[Source records]
################

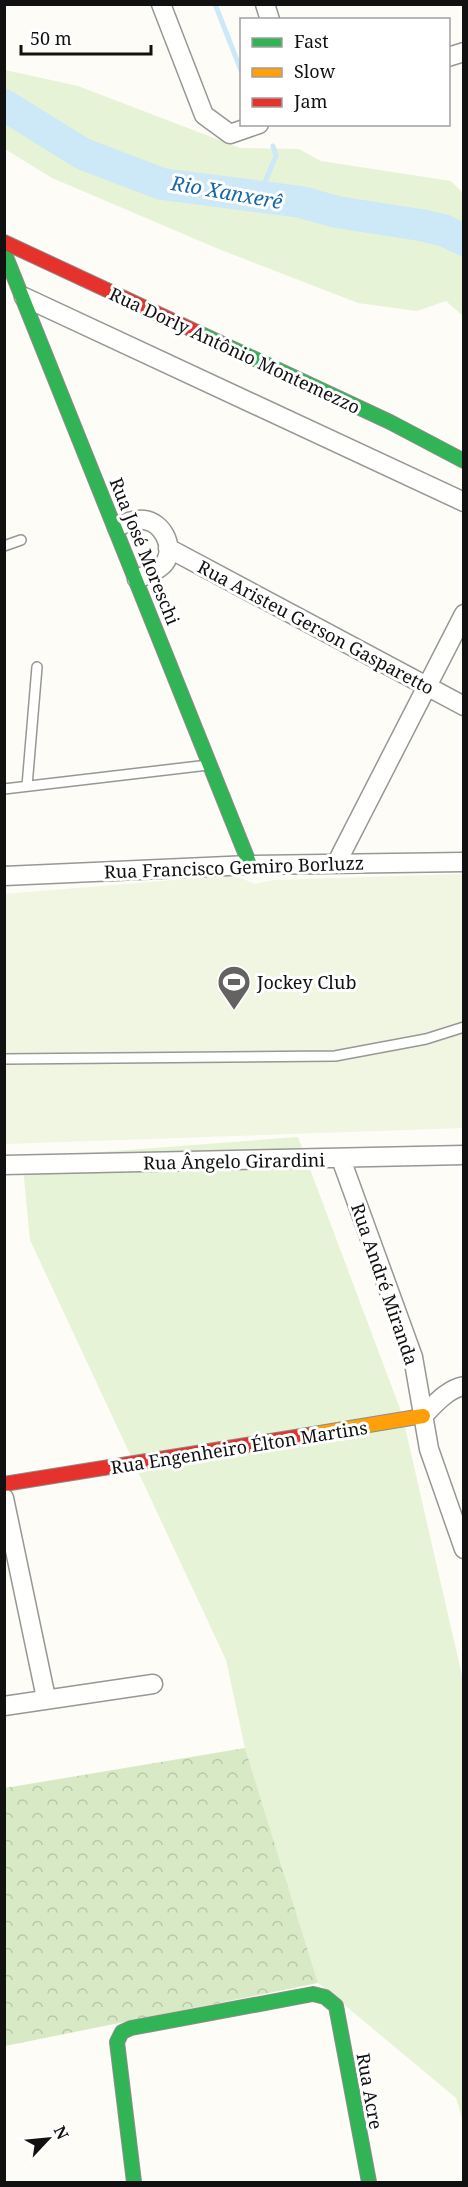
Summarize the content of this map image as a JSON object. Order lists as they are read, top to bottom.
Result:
{
  "streets": {
    "street": [
      "Rua Dorly Antônio Montemezzo",
      "Rua José Moreschi",
      "Rua Aristeu Gerson Gasparetto",
      "Rua Francisco Gemiro Borluzz",
      "Rua Ângelo Girardini",
      "Rua André Miranda",
      "Rua Engenheiro Élton Martins",
      "Rua Acre"
    ]
  },
  "crossings": [
    ["Rua José Moreschi", "Rua Francisco Gemiro Borluzz"],
    ["Rua Ângelo Girardini", "Rua André Miranda"],
    ["Rua André Miranda", "Rua Engenheiro Élton Martins"]
  ],
  "water": ["Rio Xanxerê"],
  "places": {
    "sports": ["Jockey Club"]
  },
  "legend": ["Fast", "Slow", "Jam"],
  "scale_bar": "50 m",
  "north": "top right"
}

################

▶ _To do_:
Across all the entries, how many lines hold the string "Girardini"? Only the number is needed.

▶ _Solved exercise_:
2